# Insertion Sort vs Bucket Sort: A few test cases to show where each one outperforms the other
This is a short Jupyter Notebook aimed at showing where these two sorting algorithms can excel with respect to one-another. Insertion Sort has quadratic time complexity, while Bucket Sort is linear while a certain condition is true: the elements in the array it is sorting need to be evenly distributed. They operate on the same data types (integers, floats, decimals etc.), and Bucket Sort can be used in every case Insertion Sort is usable, unlike Radix Sort for example.

Below are definitions in Python for the sorting algorithms and test cases to give an idea of performance relative to these case conditions.

In [5]:
import itertools
import math

class SortingUtilities:

    # standard Insertion Sort implementation
    @staticmethod
    def insertion_sort(array):
        current_index = 1
        while current_index < len(array):
            other_index = current_index
            while other_index > 0 and array[other_index - 1] > array[other_index]:
                # swap
                tmp = array[other_index]
                array[other_index] = array[other_index - 1]
                array[other_index - 1] = tmp

                other_index = other_index - 1
            current_index = current_index + 1

        return array
    
    # one possible implementation of Bucket Sort
    # can be made more efficient with respect to space usage and complexity in another lower-level language such as C, C++ or Java
    @staticmethod
    def bucket_sort(array, bucket_count):
        buckets = []
        for k in range(0, bucket_count):
            buckets.append([])

        array_length = len(array)
        for i in range(0, array_length):
            position = math.floor(bucket_count * array[i] / array_length)
            buckets[position].append(array[i])
        
        new_array = []
        for j in range(0, bucket_count):
            SortingUtilities.insertion_sort(buckets[j])
            new_array = new_array + buckets[j]

        for i in range(0, array_length):
            array[i] = new_array[i]
        
        return new_array


In [6]:
# quick test to check if changes in code work
array1 = [5, 1, 4, 2, 7, 1, 6, 8]
array2 = [4, 7, 1, 8, 9, 5, 9, 1, 5, 3, 3]
sorted1 = SortingUtilities.insertion_sort(array1)
sorted2 = SortingUtilities.bucket_sort(array2, 5)

print(array1 == [1, 1, 2, 4, 5, 6, 7, 8])
print(array2 == [1, 1, 3, 3, 4, 5, 5, 7, 8, 9, 9])
print(sorted1 == [1, 1, 2, 4, 5, 6, 7, 8])
print(sorted2 == [1, 1, 3, 3, 4, 5, 5, 7, 8, 9, 9])

True
True
True
True


## Quick Estimation of Time Complexities for each Sorting Algorithm
### Insertion Sort
The outer `while` loop always does `n - 1` runs.
```python
    while current_index < len(array):
        ...
        current_index = current_index + 1
```

The inner `while` loop does on average less than and at most `other_index`, which is by definition between zero and `current_index < n`.
```python
    while other_index > 0 and array[other_index - 1] > array[other_index]:
        ...
        other_index = other_index - 1
```
With these in mind we can estimate the Time Complexity of Insertion Sort `Big O of (n-1) * current_index ~ n^2`, so `O(n^2)`.

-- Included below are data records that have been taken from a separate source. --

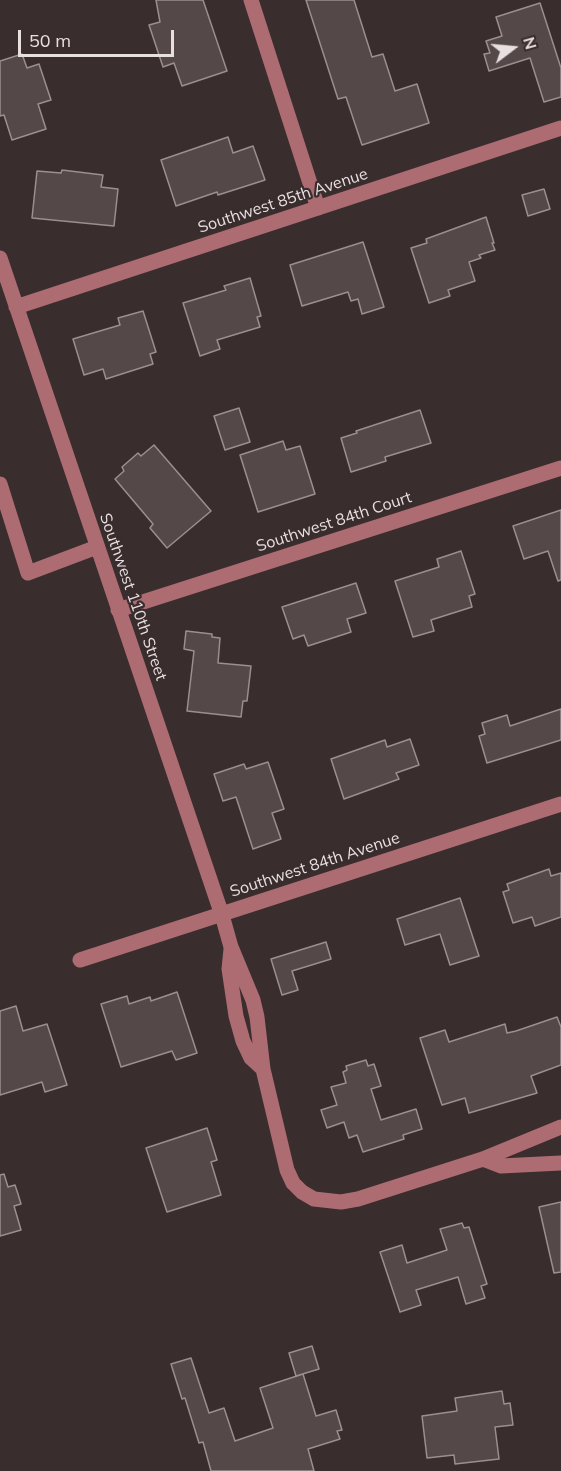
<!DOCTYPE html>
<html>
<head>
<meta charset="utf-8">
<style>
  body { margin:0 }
  #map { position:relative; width:561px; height:1471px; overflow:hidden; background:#392d2e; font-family:Mulish,sans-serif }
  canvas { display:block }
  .north { position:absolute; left:483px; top:18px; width:60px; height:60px; -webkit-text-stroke:4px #392d2e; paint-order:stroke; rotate:74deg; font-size:16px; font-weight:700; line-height:24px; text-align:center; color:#e8dfe0 }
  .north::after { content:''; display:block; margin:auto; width:21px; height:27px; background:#e8dfe0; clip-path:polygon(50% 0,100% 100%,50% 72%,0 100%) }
  .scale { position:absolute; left:18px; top:30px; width:156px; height:27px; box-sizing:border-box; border:3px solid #e8dfe0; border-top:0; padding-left:8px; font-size:18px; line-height:21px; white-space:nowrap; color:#e8dfe0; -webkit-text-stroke:4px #392d2e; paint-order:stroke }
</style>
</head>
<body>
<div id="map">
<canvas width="561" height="1471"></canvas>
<div class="north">N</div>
<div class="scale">50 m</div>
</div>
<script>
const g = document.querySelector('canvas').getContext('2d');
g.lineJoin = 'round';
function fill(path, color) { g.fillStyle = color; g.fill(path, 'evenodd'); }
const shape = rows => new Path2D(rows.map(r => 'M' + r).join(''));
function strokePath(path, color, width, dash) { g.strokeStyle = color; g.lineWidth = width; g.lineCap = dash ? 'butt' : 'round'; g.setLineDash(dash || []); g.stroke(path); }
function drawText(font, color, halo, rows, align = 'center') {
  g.font = font + ' Mulish,sans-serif'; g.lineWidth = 4.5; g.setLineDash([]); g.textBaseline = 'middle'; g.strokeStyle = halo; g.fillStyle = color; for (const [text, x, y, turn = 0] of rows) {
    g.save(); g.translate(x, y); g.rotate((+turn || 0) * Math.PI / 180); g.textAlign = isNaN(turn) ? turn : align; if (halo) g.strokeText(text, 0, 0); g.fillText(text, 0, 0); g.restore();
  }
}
const building = shape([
  [156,0,203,0,227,71,182,86,174,63,163,67,149,25,160,22,156,0],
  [306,0,354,0,372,57,383,54,395,91,417,84,429,123,362,145,346,97,338,99,306,0],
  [540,3,561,68,561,97,544,102,530,58,489,71,484,54,490,53,486,41,502,36,496,17,540,3],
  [22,54,27,68,39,64,51,100,38,104,46,129,12,140,4,115,0,116,0,61,22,54],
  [228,137,233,153,253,146,265,180,218,195,217,192,176,206,161,160,228,137],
  [62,170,103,175,101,187,118,189,114,226,32,218,37,171,61,173,62,170],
  [544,189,550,209,528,216,522,195,544,189],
  [486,217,494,243,492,243,495,250,479,255,481,258,469,262,475,281,448,290,450,296,429,303,411,248,427,243,426,239,486,217],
  [363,242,384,307,362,314,358,299,351,301,348,292,302,306,290,265,363,242],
  [250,278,261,316,257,317,260,327,217,340,220,349,200,356,183,303,226,290,224,286,250,278],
  [143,311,156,352,150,354,153,364,106,379,103,369,84,375,73,339,120,325,118,318,143,311],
  [239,408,250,442,225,450,214,416,239,408],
  [420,410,431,443,385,457,386,461,351,472,341,438,357,433,356,431,420,410],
  [283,441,286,450,300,446,315,494,258,512,240,455,283,441],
  [154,445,211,511,167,548,150,528,153,524,115,479,124,471,122,467,138,453,141,456,154,445],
  [561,510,561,580,558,581,548,551,524,559,513,526,561,510],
  [461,551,475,594,469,596,472,607,431,620,434,631,413,637,395,581,439,567,437,559,461,551],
  [356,583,366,613,347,619,351,632,308,646,304,635,293,639,282,607,356,583],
  [186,631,212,634,212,637,220,638,218,663,251,666,247,701,243,701,241,717,187,711,194,651,184,649,186,631],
  [561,709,561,740,487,763,479,736,485,734,482,723,507,715,510,726,561,709],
  [410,739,419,765,396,773,399,779,344,799,331,759,385,740,387,747,410,739],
  [268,762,284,809,272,813,281,839,253,849,236,797,223,801,214,774,244,764,246,769,268,762],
  [549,869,551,876,561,873,561,917,535,926,532,917,513,923,503,892,509,890,507,884,549,869],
  [460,898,479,956,450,965,440,934,405,945,397,919,460,898],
  [326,942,331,959,292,971,298,990,282,995,271,959,326,942],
  [177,992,197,1053,176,1060,172,1051,121,1067,101,1004,127,996,129,1004,150,997,151,1001,177,992],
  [16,1006,23,1031,47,1024,67,1085,45,1092,42,1082,0,1095,0,1011,16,1006],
  [557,1017,561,1027,561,1065,531,1076,537,1093,469,1113,465,1098,442,1105,420,1038,445,1030,449,1042,505,1024,507,1033,516,1031,557,1017],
  [366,1060,368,1066,374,1064,381,1086,371,1089,381,1120,416,1109,422,1129,403,1135,404,1139,363,1152,357,1135,349,1138,344,1122,327,1128,321,1110,337,1105,331,1087,346,1083,343,1072,347,1070,346,1066,366,1060],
  [207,1128,217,1160,211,1162,221,1195,167,1212,146,1148,207,1128],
  [4,1174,8,1187,15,1185,18,1194,21,1204,14,1206,21,1230,0,1236,0,1175,4,1174],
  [561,1202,561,1272,554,1273,539,1207,561,1202],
  [462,1223,464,1228,469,1227,487,1284,481,1286,485,1298,466,1304,458,1277,416,1290,421,1305,400,1312,380,1252,402,1245,407,1263,447,1250,440,1229,462,1223],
  [312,1346,319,1369,296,1376,289,1353,312,1346],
  [191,1358,209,1413,224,1408,235,1441,273,1428,260,1388,303,1374,316,1416,336,1410,342,1430,337,1431,340,1439,308,1449,314,1471,211,1471,203,1442,199,1443,185,1398,182,1399,171,1364,191,1358],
  [502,1391,504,1404,510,1403,513,1425,495,1427,499,1459,455,1464,454,1455,427,1458,422,1416,457,1411,455,1398,502,1391]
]);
fill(building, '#554849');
strokePath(building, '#9d8e8f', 1.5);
strokePath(shape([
  [251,0,318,208],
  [0,258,222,915,231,947,253,1000,257,1017,263,1069,287,1170,293,1183,302,1192,314,1199,341,1202,358,1199,483,1159,561,1127],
  [16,307,561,128],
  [0,484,28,573,97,547],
  [118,610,561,468],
  [231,949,229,969,236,1016,243,1041,251,1058,263,1069],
  [80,960,561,804],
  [483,1159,501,1166,561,1163]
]), '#ad6c72', 15);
drawText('16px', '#e8dfe0', '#392d2e', [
  ["Southwest 85th Avenue",283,201,-18],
  ["Southwest 84th Court",334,522,-18],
  ["Southwest 110th Street",133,597,71],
  ["Southwest 84th Avenue",315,865,-18]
]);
</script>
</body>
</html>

Here is a table of complexity by case from Wikipedia (confronted with my implementations):
| Case            | Complexity                         |
|-----------------|------------------------------------|
| Worst-case Time | `O(n^2)` comparisons and swaps     |
| Best-case Time  | `O(n^2)` comparisons, `O(1)` swaps |
| Average Time    | `O(n^2)` comparisons and swaps     |
| Spatial         | `O(1)` auxiliary                   |

Auxiliary Spatial Complexity is constant because we only use memory for swaps (and indices obviously). There is however no guarantee that Total Spatial Complexity is constant, and is probably linear considering it uses garbage collection and every datum is an object.

### Bucket Sort
There are four `for`` loops. Let's inspect each one and then have a look at the Spatial Complexity.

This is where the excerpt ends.